If Utah assumed management of its federal lands, as many of its politicians want, its revenue would dip by the $154 million mentioned above. And that’s accounting done by the anti-public lands politicians.
That multiple-use mandate on federal lands means that you, I, and our fellow citizens are free to enjoy all of those 640 million acres of public land. We don’t have to just go camping in national parks—we can go camping (or enjoy any other outdoor activity) in national forests, on BLM land, or pretty much wherever else we please.
That is not the case with state land. States are not mandated to allow access, and they often don’t view their lands as a public resource. Instead, through for-profit management priorities, land is treated as a private asset of the state government to turn a profit. Is that profit derived from a logging lease? Then you won’t be able to camp there anymore. Field and Stream details lots of examples, but you get the idea.
Less Local Input
While national policy for lands management is set in Washington D.C., there’s significant room for local interpretation, and there are processes in place designed to solicit local input. High-profile laws like NEPA, FLPMA, and NFMA, for example, all include significant mandates for gathering information from of locals when it comes to management decisions.
Granted, this kind of labyrinthine federal bureaucracy slows decision making to a crawl. But it’s that bureaucracy that ensures equitable decision making and protects the individual's voice. States have no such deeply entrenched mechanisms when it comes to land management, and are free to make decisions for their land without the input of citizens.
Think about this at the hyper-local level. Due to its management priorities, it’s essentially impossible for the federal government to shut down your favorite hunting spot on Forest Service land in rural Idaho. On the other hand, if the state government managed that land, Boise could sell it to a developer without asking anyone for permission, and there’d be condos where there used to be deer by the following fall.
Decreased State Autonomy
The whole point of transferring management of public lands is to give states more authority over the lands within their borders, right? Well, a study conducted by Wyoming last year found such transfers might have the opposite effect. How? It’s extremely unlikely that a state government could afford to manage all that land without some degree of federal assistance. And federal money always comes with strings attached.
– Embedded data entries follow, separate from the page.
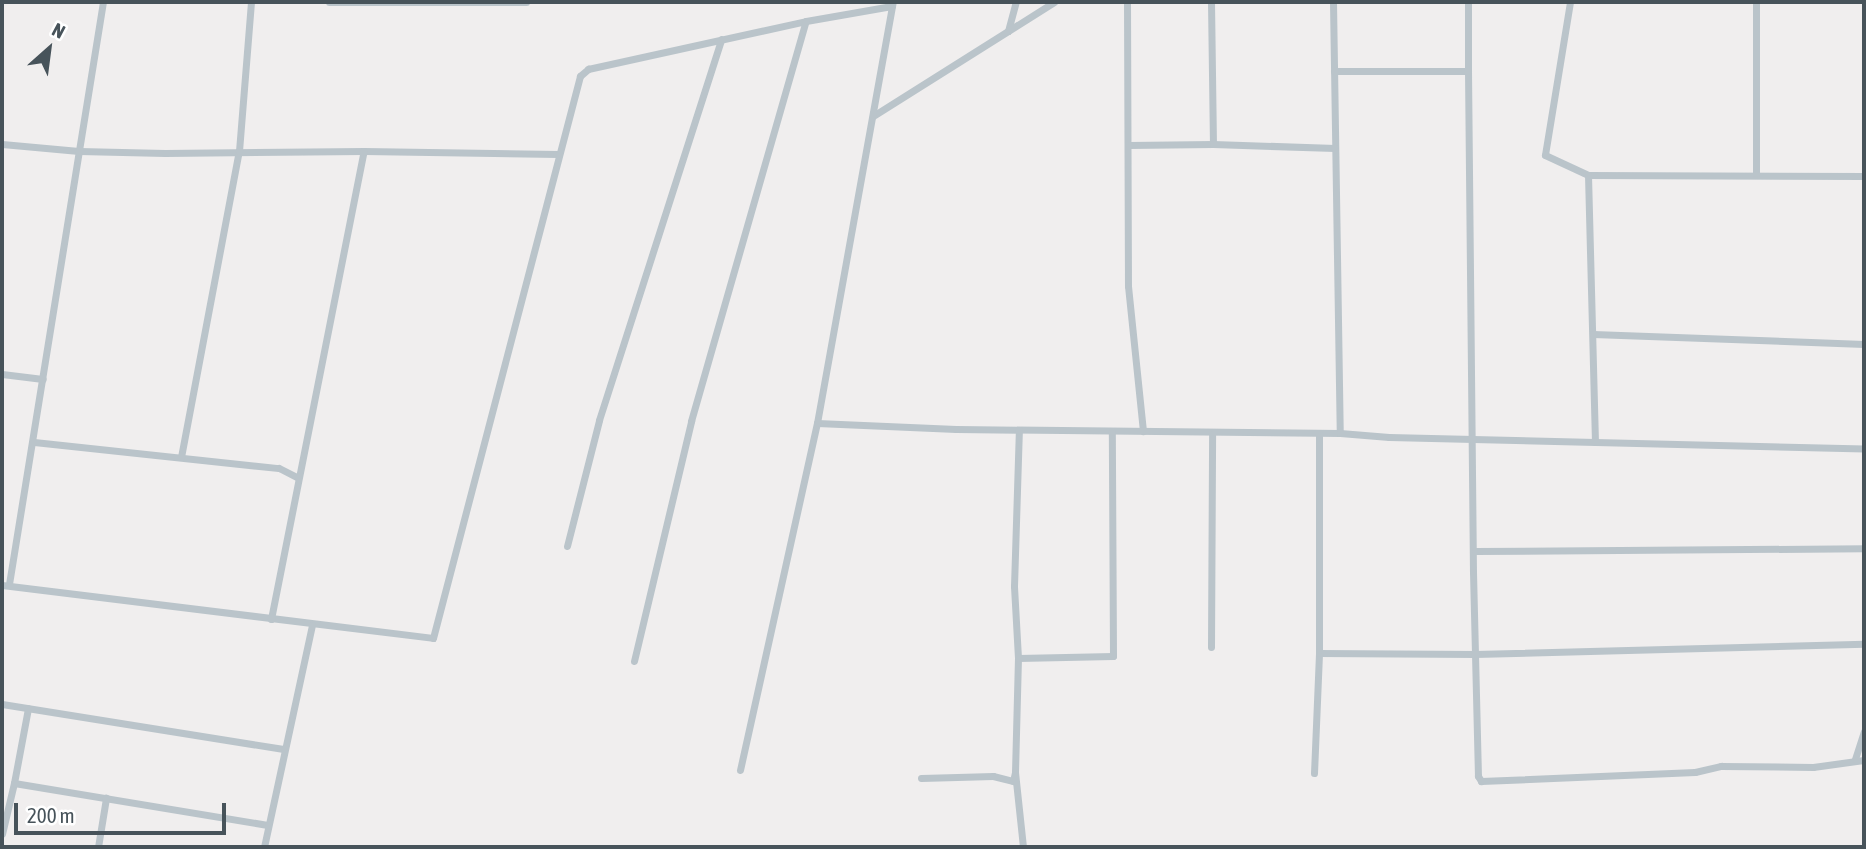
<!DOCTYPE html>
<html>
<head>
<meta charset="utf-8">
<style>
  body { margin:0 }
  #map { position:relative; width:1866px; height:849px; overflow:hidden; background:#f0eeee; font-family:"Asap Condensed",sans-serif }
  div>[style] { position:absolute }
  .street>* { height:7px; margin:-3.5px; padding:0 3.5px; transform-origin:3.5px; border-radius:3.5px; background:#bac4ca }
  span { translate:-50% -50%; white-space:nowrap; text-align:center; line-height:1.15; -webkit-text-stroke:5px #fff; paint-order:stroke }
  .frame { position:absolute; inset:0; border:4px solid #47535a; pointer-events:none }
  .north { position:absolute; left:14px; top:14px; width:70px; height:70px; -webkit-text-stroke:5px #fff; paint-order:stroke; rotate:28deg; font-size:19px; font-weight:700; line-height:28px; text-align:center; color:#47535a }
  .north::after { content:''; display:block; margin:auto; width:24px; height:32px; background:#47535a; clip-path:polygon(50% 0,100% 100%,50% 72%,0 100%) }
  .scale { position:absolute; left:14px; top:803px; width:212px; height:32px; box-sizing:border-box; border:4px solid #47535a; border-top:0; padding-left:9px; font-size:21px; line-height:24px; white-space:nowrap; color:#47535a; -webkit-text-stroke:5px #fff; paint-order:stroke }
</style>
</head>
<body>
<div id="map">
  <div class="street">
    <i style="left:329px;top:2px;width:197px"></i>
    <i style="left:1127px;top:2px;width:284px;rotate:89.8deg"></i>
    <i style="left:1128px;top:286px;width:146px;rotate:84.1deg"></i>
    <i style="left:1211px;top:2px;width:142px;rotate:89.2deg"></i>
    <i style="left:1333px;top:2px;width:431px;rotate:89.1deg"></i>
    <i style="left:1570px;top:2px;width:155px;rotate:99.3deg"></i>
    <i style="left:1545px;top:155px;width:47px;rotate:24.9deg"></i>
    <i style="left:1588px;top:175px;width:276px;rotate:0.2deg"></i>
    <i style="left:1756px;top:2px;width:171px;rotate:90deg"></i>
    <i style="left:1008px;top:31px;width:30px;rotate:-75deg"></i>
    <i style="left:1334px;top:71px;width:134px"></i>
    <i style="left:1468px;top:71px;width:501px;rotate:89.43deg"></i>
    <i style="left:1473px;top:572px;width:204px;rotate:88.6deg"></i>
    <i style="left:1478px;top:776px;width:6px;rotate:59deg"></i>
    <i style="left:1481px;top:781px;width:214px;rotate:-2.4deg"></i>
    <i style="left:1695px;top:772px;width:27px;rotate:-13deg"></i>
    <i style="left:1721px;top:766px;width:92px;rotate:0.6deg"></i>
    <i style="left:1813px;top:767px;width:51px;rotate:-7.8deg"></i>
    <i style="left:1468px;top:71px;width:69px;rotate:-90deg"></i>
    <i style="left:873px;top:116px;width:214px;rotate:-32.2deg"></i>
    <i style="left:2px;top:144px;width:77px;rotate:5.2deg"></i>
    <i style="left:79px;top:151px;width:86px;rotate:1.3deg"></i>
    <i style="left:165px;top:153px;width:199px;rotate:-0.6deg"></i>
    <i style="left:364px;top:151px;width:194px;rotate:0.9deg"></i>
    <i style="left:1129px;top:145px;width:84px;rotate:-0.7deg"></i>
    <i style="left:1213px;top:144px;width:122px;rotate:1.9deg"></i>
    <i style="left:1588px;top:175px;width:267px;rotate:88.5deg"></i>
    <i style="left:1593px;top:334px;width:271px;rotate:2.1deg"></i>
    <i style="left:2px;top:374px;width:41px;rotate:7deg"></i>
    <i style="left:817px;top:423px;width:139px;rotate:2.5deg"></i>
    <i style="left:956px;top:429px;width:384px;rotate:0.6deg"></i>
    <i style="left:1340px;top:433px;width:49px;rotate:4.7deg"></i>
    <i style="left:1389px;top:437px;width:475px;rotate:1.4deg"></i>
    <i style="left:34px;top:442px;width:246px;rotate:6.1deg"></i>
    <i style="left:279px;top:468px;width:20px;rotate:27deg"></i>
    <i style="left:181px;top:457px;width:311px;rotate:-79.3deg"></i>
    <i style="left:239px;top:151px;width:149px;rotate:-85.4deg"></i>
    <i style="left:567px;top:546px;width:130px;rotate:-75.7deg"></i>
    <i style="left:599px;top:420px;width:400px;rotate:-72.2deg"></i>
    <i style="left:1475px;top:551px;width:389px;rotate:-0.4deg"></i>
    <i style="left:9px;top:584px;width:590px;rotate:-80.83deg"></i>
    <i style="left:2px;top:585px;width:434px;rotate:7deg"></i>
    <i style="left:433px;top:638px;width:581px;rotate:-75.34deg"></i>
    <i style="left:580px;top:76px;width:11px;rotate:-41deg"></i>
    <i style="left:588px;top:69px;width:223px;rotate:-12.4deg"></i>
    <i style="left:806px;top:21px;width:87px;rotate:-9.9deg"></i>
    <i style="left:271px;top:619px;width:477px;rotate:-78.8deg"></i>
    <i style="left:1211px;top:647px;width:213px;rotate:-89.7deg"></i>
    <i style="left:1319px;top:653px;width:156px;rotate:0.4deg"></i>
    <i style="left:1475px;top:654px;width:389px;rotate:-1.5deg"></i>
    <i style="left:1018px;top:658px;width:95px;rotate:-1.2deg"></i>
    <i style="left:1113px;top:656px;width:224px;rotate:-90.3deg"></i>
    <i style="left:634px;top:661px;width:247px;rotate:-76.6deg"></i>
    <i style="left:691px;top:421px;width:416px;rotate:-74deg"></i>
    <i style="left:2px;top:704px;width:285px;rotate:9.1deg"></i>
    <i style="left:1855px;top:759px;width:29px;rotate:-72deg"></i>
    <i style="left:740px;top:770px;width:355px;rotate:-77.5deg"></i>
    <i style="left:817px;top:423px;width:428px;rotate:-79.8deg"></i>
    <i style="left:1015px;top:772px;width:114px;rotate:-88.5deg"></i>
    <i style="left:1018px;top:658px;width:72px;rotate:-93.2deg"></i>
    <i style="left:1014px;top:586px;width:156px;rotate:-88.2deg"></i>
    <i style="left:1314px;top:773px;width:120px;rotate:-87.6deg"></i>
    <i style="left:1319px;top:653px;width:219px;rotate:-90deg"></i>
    <i style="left:921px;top:778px;width:72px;rotate:-1.6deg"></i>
    <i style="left:993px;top:776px;width:21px;rotate:14deg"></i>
    <i style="left:1013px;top:781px;width:9px;rotate:-77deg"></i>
    <i style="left:1015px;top:772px;width:75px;rotate:83.9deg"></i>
    <i style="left:14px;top:783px;width:76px;rotate:-79.4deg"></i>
    <i style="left:2px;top:834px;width:52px;rotate:-76.8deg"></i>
    <i style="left:14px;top:783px;width:257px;rotate:9.4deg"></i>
    <i style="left:98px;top:847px;width:50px;rotate:-80.7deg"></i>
    <i style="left:264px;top:847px;width:227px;rotate:-77.8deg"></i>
  </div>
  <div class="frame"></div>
  <div class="north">N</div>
  <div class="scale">200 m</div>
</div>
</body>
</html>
Federal highway funding, for instance, is used as a tool by the federal government to impose its road-safety measures on state governments.
Some politicians are suggesting that states could simply take over management of lands within their borders, without an outright transfer of ownership, as an expedient. But, state management of federal land would also force local governments to comply with federal laws from affirmative action to the Freedom of Information Act to complicated procurement processes. Those may not sound like a huge deal, but would require additional agencies, and increased costs. Wyoming’s own government concluded that assuming management of public lands within its borders would cost more money than it’s worth as a result.